Published:Monday | September 10, 2018 | 12:00 AM
Claude Duncan, vice-president of sales and promotions at Jamaica Promotions.

The Jamaica Promotions Corporation (JAMPRO) says it is crucial for Jamaican exporters to have a full understanding of how to leverage intellectual property so that they can protect their products in local and international markets.

Claude Duncan, the agency's vice-president of sales and promotions, made the comments at the 'National Capacity Building Workshop on the Protection of Intellectual Property for Small & Medium-Sized Enterprises', which was held last week at JAMPRO's Business Auditorium, St Andrew.

The workshop, held jointly by JAMPRO, Caribbean Export, and the Jamaica Intellectual Property Office (JIPO), was hosted to build awareness of the importance of identifying and protecting a business' intellectual property. The partners also aim to boost Jamaica's export development, promotion and sales by empowering companies with the knowledge to protect their products and trademarks.

With Caribbean Export identifying intellectual property (IP) as an increasingly important element of trade, the partners say that businesses will be better positioned to reap greater benefits when exporting if they consider the full range of IP issues in rolling out new products and expanding into new markets.


Educating exporters is necessary to protect intellectual property


As JAMPRO looks to boost the country's export performance, the agency said that with the addition of new international markets for export, it is important for exporters to be knowledgeable about the implications around intellectual property (IP) in entering the market.
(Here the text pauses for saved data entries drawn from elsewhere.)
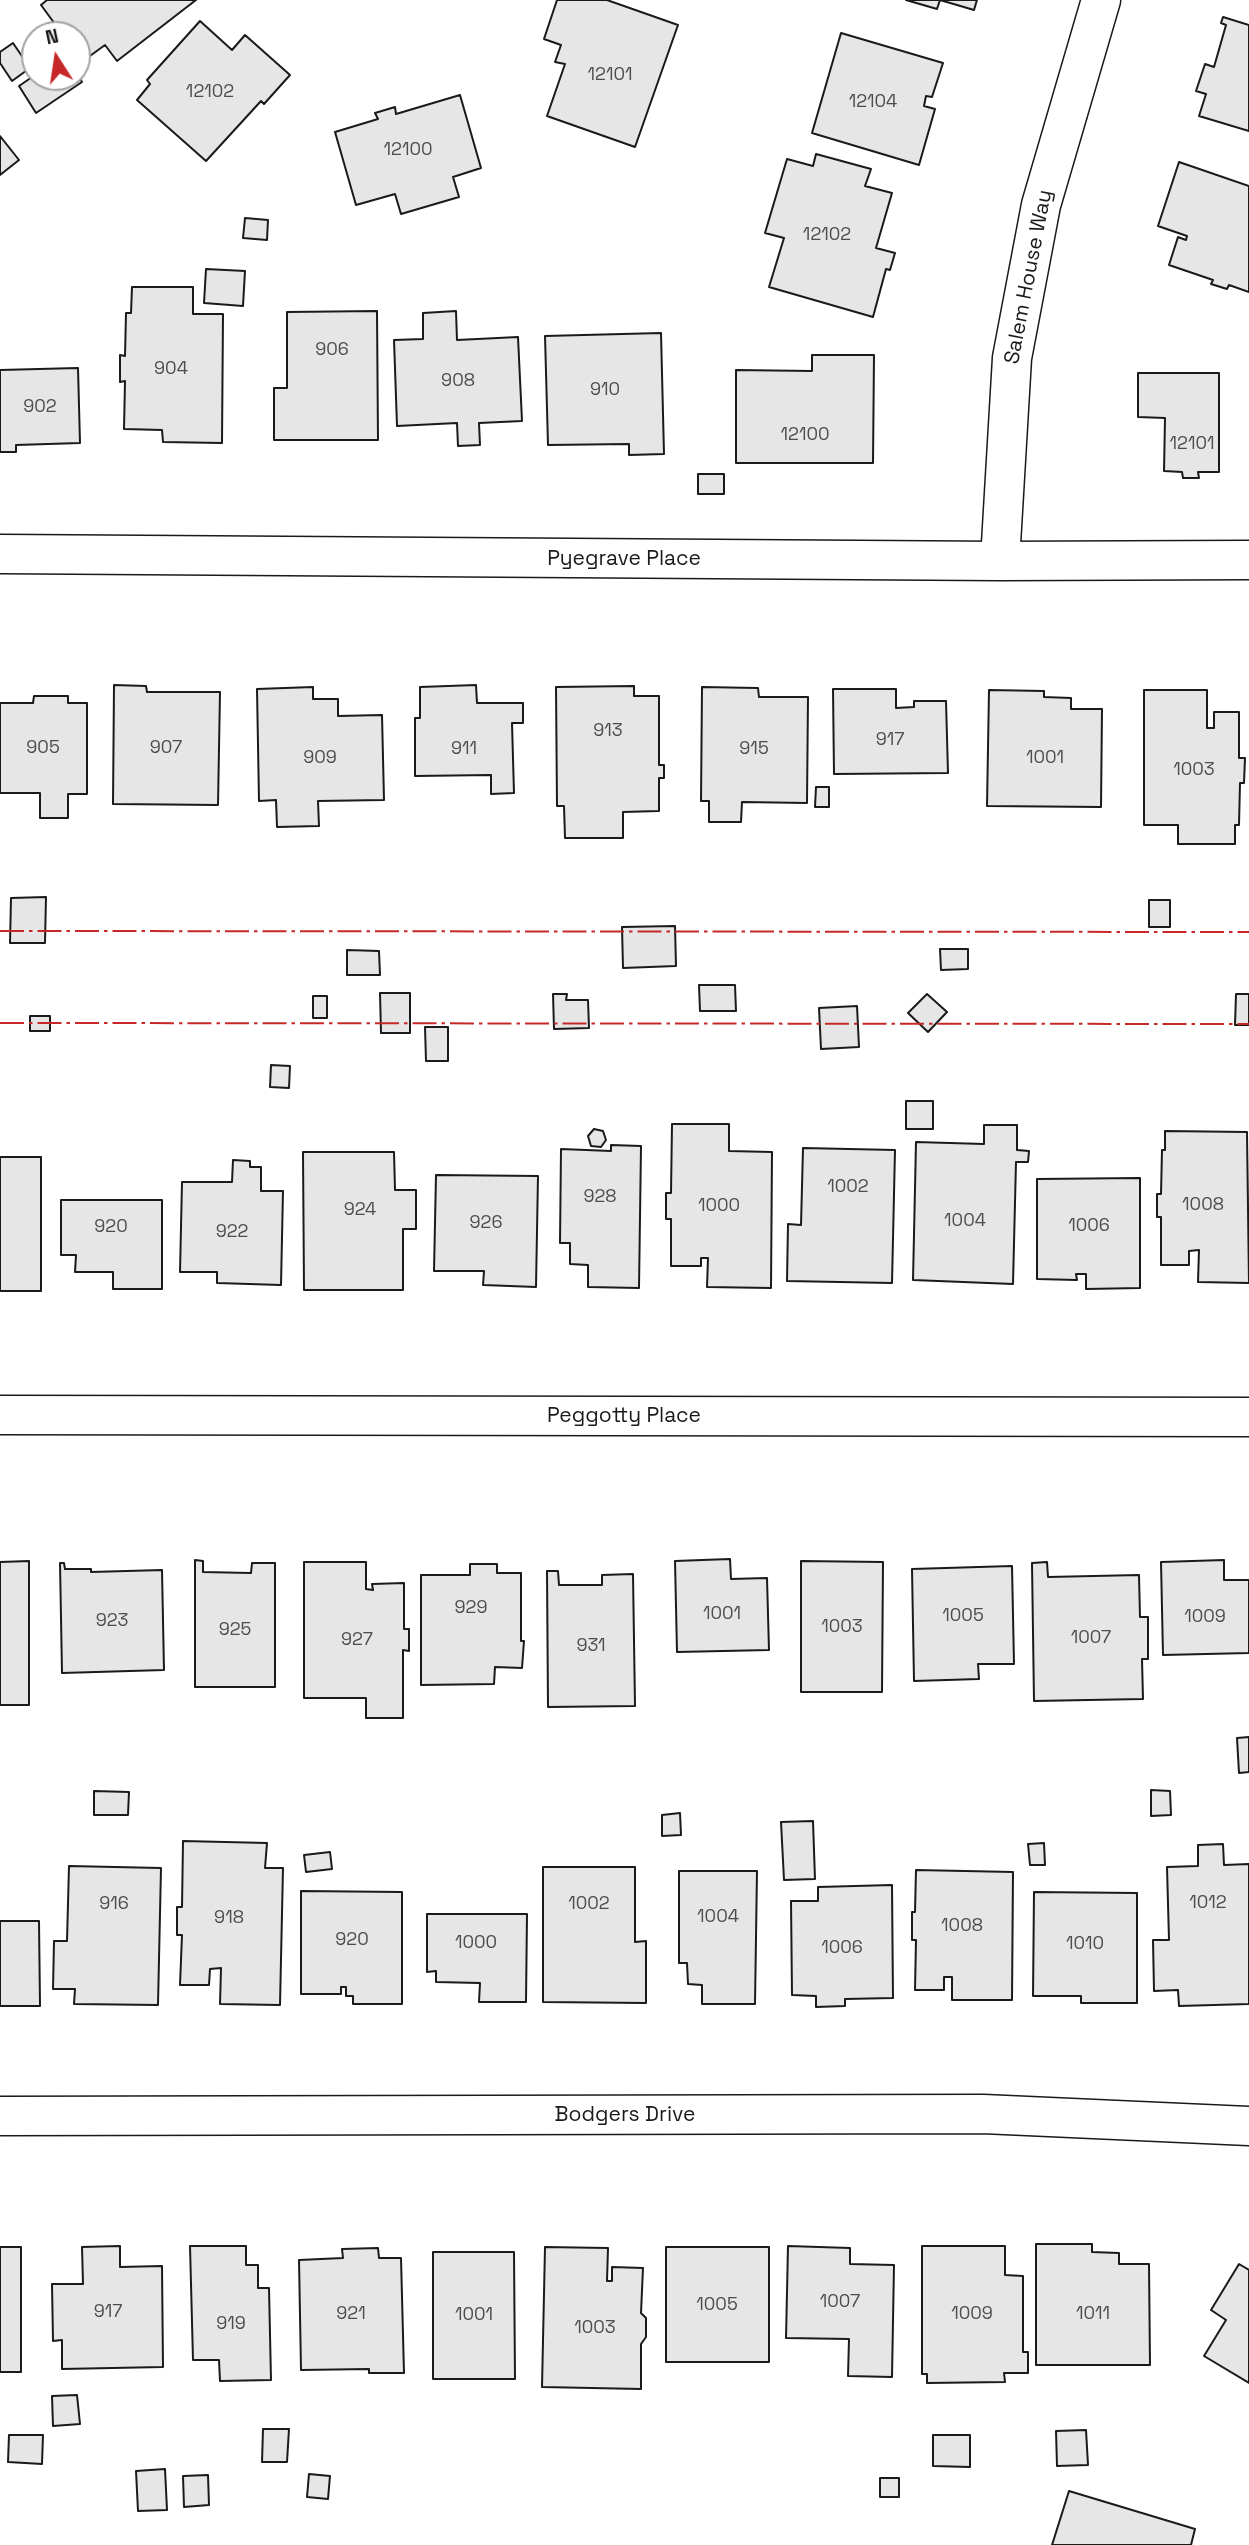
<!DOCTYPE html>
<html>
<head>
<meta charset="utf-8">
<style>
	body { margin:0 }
	#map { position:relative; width:1249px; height:2545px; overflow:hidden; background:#fff; font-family:"Space Grotesk",sans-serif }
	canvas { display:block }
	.north { position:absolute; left:21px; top:21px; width:70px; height:70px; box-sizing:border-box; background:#fff; border:2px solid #a3a3a3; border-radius:50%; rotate:348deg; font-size:19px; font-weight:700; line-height:28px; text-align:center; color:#1a1a1a }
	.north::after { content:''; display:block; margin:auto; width:24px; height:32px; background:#c62828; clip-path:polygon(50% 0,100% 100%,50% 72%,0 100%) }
</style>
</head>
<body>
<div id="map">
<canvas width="1249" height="2545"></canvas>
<div class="north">N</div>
</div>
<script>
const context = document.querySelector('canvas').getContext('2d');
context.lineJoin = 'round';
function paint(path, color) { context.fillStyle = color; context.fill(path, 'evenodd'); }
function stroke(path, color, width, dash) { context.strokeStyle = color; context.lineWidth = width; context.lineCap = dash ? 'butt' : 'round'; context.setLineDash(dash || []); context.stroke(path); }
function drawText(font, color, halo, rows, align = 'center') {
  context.font = font + ' "Space Grotesk",sans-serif'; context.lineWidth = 5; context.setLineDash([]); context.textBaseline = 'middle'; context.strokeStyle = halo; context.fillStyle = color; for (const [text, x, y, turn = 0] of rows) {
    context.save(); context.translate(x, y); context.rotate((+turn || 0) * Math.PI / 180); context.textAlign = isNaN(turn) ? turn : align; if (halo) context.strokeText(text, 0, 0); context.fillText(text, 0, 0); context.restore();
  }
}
const building = new Path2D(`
	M47,0H196L117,61L105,45L83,61L77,53V35H63L41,5Z
	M557,0H607L678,25L635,147L547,116L565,64L555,62L561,45L544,39Z
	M906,0H940L937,9Z
	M940,0H977L974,10Z
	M1223,17L1249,25V131L1199,116L1206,94L1196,91L1205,64L1214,67L1226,25L1221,23Z
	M200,21L232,50L245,35L290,75L264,104L261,101L206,161L137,100L150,84L147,80Z
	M841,33L943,63L932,97L926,96L924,106L935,109L919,165L812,133Z
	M13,43L30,68L12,81L0,63V52Z
	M77,74L82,82L36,113L19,86L35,75L77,77Z
	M460,95L481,168L453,177L459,197L401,214L395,194L356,205L335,132L378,119L375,113L395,107L396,114Z
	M0,136L19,160L0,175Z
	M816,154L871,169L865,186L892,193L876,248L895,253L890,270L886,269L873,317L769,287L784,238L765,233L787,159L813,166Z
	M1179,162L1249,186V292L1229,285L1227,289L1211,284L1213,280L1169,265L1178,237L1186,240L1187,236L1158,226Z
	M245,218L268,220L267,240L243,238Z
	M206,269L245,271L243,306L204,303Z
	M132,287H193V314H223L222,443L163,442L162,430L124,429L125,381L120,382V355L125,356L126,313H131Z
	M377,311L378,440H274V388H287V312Z
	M456,311L457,340L518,337L522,421L479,423L480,445L458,446L457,423L397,426L394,340L423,339V313Z
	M661,333L664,454L629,455V444L548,445L545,336Z
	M812,355H874L873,463H736V370L812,371Z
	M78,368L80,443L16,445V452H0V370Z
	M1138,373H1219V472H1198L1199,478H1183L1182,472L1164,471L1165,418L1138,417Z
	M698,474H724V494H698Z
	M114,685L146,686L147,692H220L218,805L113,804Z
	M476,685L477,703H523V723H512L514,793L491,794V775L415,776V718H420V687Z
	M634,686V696H659V765H664V778H659V811L623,812V838H565L564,806H557L556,687Z
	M313,687V699H338V716L382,715L384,800L318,801L319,826L277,827L276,800L259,801L257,689Z
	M702,687L758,688L759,697H808L807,803L742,802L741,822H709V801H701Z
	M833,689H896V708L914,707V701H946L948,773L834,774Z
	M989,690L1044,691V697L1071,698V709H1102L1101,807L987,806Z
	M1144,690H1207V728H1214V712H1239V758H1245L1244,783H1240L1239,825H1235V844H1178V825H1144Z
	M34,696H68V703H87V794H68V818H40V793H0V703H33Z
	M816,787H829V807H815Z
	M46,897L45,943H10L11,898Z
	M1149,900H1170V927H1149Z
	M675,926L676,966L623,968L622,927Z
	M940,949H968V969L941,970Z
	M347,950L379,951L380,975H347Z
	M699,985H735L736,1011H700Z
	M380,993H410V1033H381Z
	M553,994H567L566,1000H588L589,1028L554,1029Z
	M927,994L947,1012L928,1032L908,1013Z
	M1236,994H1249V1025H1235Z
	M313,996H327V1018H313Z
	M857,1006L859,1047L821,1049L819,1008Z
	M30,1016H50V1031H30Z
	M425,1027H448V1061H426Z
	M271,1065L290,1066L289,1088L270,1087Z
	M906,1101H933V1129H906Z
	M672,1124H729V1151L772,1152L771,1288L707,1287L708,1258H701V1266H671V1219H666V1193H671Z
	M984,1125H1017V1150L1029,1151L1028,1162H1016L1013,1284L913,1280L916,1142L984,1144Z
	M594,1129L603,1131L606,1140L601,1147L591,1146L588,1136Z
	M1165,1131L1247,1132L1249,1283L1198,1282L1199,1250L1189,1251V1265H1161V1217H1157V1194H1161L1162,1150H1165Z
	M611,1145L641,1146L639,1288L588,1287V1265L570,1264V1243H560L561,1149L611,1151Z
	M803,1148L895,1150L892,1283L787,1281L788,1224L801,1225Z
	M303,1152H394L395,1190H416V1229H403V1290H304Z
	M0,1157H41V1291H0Z
	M233,1160L250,1161V1167H261V1191H283L281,1285L217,1283V1272H180L182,1182H232Z
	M436,1175L538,1176L536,1287L483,1285L484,1271H434Z
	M1140,1178V1288L1086,1289V1274H1076L1077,1280L1037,1279V1179Z
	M61,1200H162V1289H113V1272H75L76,1255H61Z
	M730,1559L731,1579L767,1578L769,1650L677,1652L675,1561Z
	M195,1560L203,1561V1572L251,1573L252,1563H275V1687H195Z
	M1224,1560V1580H1249V1653L1163,1655L1161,1562Z
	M29,1561V1705H0V1562Z
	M801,1561L883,1562L882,1692H801Z
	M304,1562H366V1589L373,1590L372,1584L404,1583V1629H409V1651L403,1650V1718H366V1698H304Z
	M1047,1562L1048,1577L1139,1575L1140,1617H1148V1659H1142L1143,1699L1034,1701L1032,1563Z
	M60,1563H64L65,1569H91V1572L162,1570L164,1670L62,1673Z
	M470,1564H497V1573H521V1641H524L522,1668L495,1667L494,1684L421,1685V1575H470Z
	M1012,1566L1014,1664H978L979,1679L914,1681L912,1569Z
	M547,1571H558L559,1585H602V1575L633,1574L635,1706L548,1707Z
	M1249,1737V1772L1239,1773L1237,1738Z
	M1151,1790L1170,1791L1171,1815L1151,1816Z
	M94,1791L129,1792L128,1815H94Z
	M680,1813L681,1835L662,1836V1815Z
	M813,1821L815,1879L784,1880L781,1822Z
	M183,1841L267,1843L265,1868H283L280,2005L220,2004L221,1968L210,1969L209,1985H180L182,1935H177V1907H182Z
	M1044,1843L1045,1865H1030L1028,1844Z
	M1223,1844L1224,1865L1249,1864V2004L1179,2006L1178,1990L1154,1991L1153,1940H1169L1167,1867L1198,1866V1845Z
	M330,1852L332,1869L306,1872L304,1855Z
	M69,1866L161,1868L158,2005L74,2004L75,1989H53L54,1941H67Z
	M543,1867H635V1942L646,1941V2003L543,2002Z
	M916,1870L1013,1872L1012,2000H952V1977H944V1990H915L916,1940H912V1912H915Z
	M679,1871H757L755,2004H702V1985L688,1984L687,1963H679Z
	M892,1885L893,1998L845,1999V2006L816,2007V1996L792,1995L791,1901H818V1887Z
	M301,1891L402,1892V2004H353V1996H346V1987H341V1994H301Z
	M1034,1892L1137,1893V2003H1081V1996H1033Z
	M427,1914H527L526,2002H479L480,1983L436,1982V1971L427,1972Z
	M0,1921H39L40,2006H0Z
	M1036,2244H1092V2252L1119,2253V2264H1149L1150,2365H1036Z
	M120,2246V2267L162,2266L163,2367L62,2369V2340L53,2341L52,2284H83L82,2247Z
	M190,2246H246V2265H258V2288H269L271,2380L220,2381L219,2360H193Z
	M788,2246L850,2248V2264L894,2265L892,2377L848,2376L849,2339L786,2338Z
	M922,2246H1005V2275L1023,2276V2352H1028V2373H1004L1005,2382L927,2383V2374H922Z
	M0,2247H21V2372H0Z
	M545,2247L608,2248L607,2281H612V2267L643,2268L641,2313L646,2318V2337L641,2344V2389L542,2387Z
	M666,2247H769V2362H666Z
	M378,2248L379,2258H401L404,2373H369V2369L301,2370L299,2260L343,2258L342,2249Z
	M433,2252H514L515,2379H433Z
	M1239,2264L1249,2270V2383L1204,2356L1226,2320L1211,2310Z
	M77,2395L80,2424L53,2426L52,2396Z
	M263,2429H289L287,2462H262Z
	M1086,2430L1088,2465L1057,2466L1056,2431Z
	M9,2435H43L42,2464L8,2462Z
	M933,2435H970V2467L933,2466Z
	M165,2469L167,2510L138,2511L136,2471Z
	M309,2474L330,2476L328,2499L307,2497Z
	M208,2475L209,2505L184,2507L183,2476Z
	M880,2478H899V2497H880Z
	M1069,2491L1195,2529L1191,2545H1052Z`);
paint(building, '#e6e6e6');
stroke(building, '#1a1a1a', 2);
const street = new Path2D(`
	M0,554L1000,561L1249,560
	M1000,561L1012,358L1041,205L1101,0
	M0,1415L1249,1417
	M0,2116L983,2114L1249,2126`);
stroke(street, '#1a1a1a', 41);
stroke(street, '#fff', 38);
stroke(new Path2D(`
	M0,931L1249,932
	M0,1023L1249,1024`), '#c62828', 2, [24, 5, 3.5, 5]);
drawText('18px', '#4d4d4d', null, [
	["12101",610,75],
	["12102",210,92],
	["12104",873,102],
	["12100",408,150],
	["12102",827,235],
	["906",332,350],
	["904",171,369],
	["908",458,381],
	["910",605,390],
	["902",40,407],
	["12100",805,435],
	["12101",1192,444],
	["913",608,731],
	["917",890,740],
	["905",43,748],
	["907",166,748],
	["911",464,749],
	["915",754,749],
	["909",320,758],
	["1001",1045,758],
	["1003",1194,770],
	["1002",848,1187],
	["928",600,1197],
	["1008",1203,1205],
	["1000",719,1206],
	["924",360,1210],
	["1004",965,1221],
	["926",486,1223],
	["1006",1089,1226],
	["920",111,1227],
	["922",232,1232],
	["929",471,1608],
	["1001",722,1614],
	["1005",963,1616],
	["1009",1205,1617],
	["923",112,1621],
	["1003",842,1627],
	["925",235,1630],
	["1007",1091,1638],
	["927",357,1640],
	["931",591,1646],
	["1012",1208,1903],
	["916",114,1904],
	["1002",589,1904],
	["1004",718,1917],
	["918",229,1918],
	["1008",962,1926],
	["920",352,1940],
	["1000",476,1943],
	["1010",1085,1944],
	["1006",842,1948],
	["1007",840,2302],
	["1005",717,2305],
	["917",108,2312],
	["921",351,2314],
	["1009",972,2314],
	["1011",1093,2314],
	["1001",474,2315],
	["919",231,2324],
	["1003",595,2328]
]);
drawText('21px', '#1a1a1a', '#fff', [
	["Salem House Way",1029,277,-79],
	["Pyegrave Place",624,559],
	["Peggotty Place",624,1416],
	["Bodgers Drive",625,2115]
]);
</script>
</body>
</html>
The challenge lies in equipping business owners with the relevant information to protect their intellectual property.

The workshop sought to address this challenge, and JAMPRO's vice-president of sales and promotion, Claude Duncan, emphasised this in his opening remarks at the event, "This workshop is timely, given the hypercompetitive global environment in which we operate. Many businesses in the Caribbean do not register their trademarks or other IP, citing lack of awareness of what is necessary, the difficulty of the process and/or the cost associated with the registration."

Duncan said intellectual property protection is needed to foster innovation, and that the training was critical to build knowledge of IP in the Jamaican business community. JAMPRO continues to seek out more opportunities to educate exporters on leveraging intellectual property laws to protect their products and services locally and abroad.

The full-day workshop focused on intellectual property rights and their role in brand development. The Jamaica Intellectual Property Office also gave an overview of Jamaica's IP Framework and the use of intellectual property by small and medium enterprises.